What you need to do: Give only the number of lines in the following entries where "lineWidth" appears.

Stored items:
_ _ _ _ _ _ _
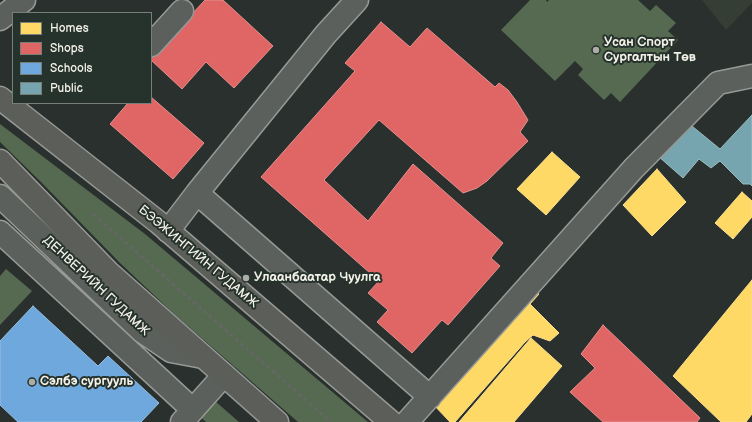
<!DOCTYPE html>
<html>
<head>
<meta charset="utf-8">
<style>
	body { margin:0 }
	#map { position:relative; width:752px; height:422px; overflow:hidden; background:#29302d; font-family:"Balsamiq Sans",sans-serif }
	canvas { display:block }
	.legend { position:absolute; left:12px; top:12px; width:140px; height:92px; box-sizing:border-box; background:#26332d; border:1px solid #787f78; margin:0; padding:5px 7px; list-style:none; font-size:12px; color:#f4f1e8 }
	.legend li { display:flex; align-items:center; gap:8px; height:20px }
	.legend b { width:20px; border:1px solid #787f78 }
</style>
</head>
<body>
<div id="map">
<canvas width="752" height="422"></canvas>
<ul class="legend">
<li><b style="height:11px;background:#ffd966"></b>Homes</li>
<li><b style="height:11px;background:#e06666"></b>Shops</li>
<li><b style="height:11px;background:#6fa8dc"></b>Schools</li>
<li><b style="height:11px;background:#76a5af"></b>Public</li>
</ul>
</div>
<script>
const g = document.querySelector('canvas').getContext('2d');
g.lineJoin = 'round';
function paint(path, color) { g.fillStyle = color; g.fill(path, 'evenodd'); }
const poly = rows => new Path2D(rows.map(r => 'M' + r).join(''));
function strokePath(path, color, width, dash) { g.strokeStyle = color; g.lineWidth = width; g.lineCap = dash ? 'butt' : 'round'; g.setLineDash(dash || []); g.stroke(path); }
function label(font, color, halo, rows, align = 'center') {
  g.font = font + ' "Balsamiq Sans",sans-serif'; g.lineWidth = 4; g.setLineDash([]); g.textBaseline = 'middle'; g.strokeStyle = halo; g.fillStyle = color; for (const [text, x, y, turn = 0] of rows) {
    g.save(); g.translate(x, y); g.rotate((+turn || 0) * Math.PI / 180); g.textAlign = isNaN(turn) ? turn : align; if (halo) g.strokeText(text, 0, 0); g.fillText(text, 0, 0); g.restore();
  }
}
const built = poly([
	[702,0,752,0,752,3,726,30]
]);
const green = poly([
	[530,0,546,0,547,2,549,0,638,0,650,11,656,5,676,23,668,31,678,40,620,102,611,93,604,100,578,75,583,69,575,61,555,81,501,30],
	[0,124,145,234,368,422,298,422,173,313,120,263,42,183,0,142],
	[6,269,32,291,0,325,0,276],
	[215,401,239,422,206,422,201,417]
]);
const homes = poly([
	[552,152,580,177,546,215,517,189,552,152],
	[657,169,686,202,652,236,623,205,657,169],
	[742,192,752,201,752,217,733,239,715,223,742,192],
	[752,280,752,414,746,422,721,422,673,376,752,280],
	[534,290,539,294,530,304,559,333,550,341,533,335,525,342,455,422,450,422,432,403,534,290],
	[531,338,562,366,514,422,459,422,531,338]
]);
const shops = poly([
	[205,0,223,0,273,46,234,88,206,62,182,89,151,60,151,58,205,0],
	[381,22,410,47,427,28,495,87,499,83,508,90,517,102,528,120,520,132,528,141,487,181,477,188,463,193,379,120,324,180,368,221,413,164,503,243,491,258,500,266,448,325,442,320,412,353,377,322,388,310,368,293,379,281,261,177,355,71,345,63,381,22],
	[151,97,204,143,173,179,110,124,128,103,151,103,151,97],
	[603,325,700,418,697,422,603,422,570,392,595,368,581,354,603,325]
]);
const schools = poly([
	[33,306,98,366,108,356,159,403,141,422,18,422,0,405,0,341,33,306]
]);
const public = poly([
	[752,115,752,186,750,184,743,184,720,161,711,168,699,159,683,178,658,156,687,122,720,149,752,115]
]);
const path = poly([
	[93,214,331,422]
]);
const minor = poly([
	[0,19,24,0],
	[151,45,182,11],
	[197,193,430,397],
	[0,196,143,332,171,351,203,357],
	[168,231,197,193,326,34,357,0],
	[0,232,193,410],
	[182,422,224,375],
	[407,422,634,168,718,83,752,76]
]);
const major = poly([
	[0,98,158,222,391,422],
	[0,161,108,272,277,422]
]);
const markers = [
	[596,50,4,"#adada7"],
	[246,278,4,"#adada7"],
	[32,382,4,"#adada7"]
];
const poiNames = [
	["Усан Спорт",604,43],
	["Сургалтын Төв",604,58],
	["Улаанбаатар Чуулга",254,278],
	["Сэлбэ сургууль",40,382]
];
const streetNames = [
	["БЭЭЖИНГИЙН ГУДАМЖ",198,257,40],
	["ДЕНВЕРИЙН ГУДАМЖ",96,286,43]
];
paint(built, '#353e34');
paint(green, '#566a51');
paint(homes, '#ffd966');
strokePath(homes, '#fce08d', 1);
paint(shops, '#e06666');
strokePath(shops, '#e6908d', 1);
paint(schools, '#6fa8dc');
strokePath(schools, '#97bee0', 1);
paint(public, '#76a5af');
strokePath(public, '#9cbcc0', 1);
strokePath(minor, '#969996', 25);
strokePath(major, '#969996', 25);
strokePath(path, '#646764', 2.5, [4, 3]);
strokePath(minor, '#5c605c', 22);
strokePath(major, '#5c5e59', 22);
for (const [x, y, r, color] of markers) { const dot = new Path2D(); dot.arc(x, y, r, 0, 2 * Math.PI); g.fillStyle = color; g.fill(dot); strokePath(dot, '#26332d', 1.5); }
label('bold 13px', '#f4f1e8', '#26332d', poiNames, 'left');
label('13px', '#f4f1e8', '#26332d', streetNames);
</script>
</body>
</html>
_ _ _ _ _ _ _
Solution to this task: 2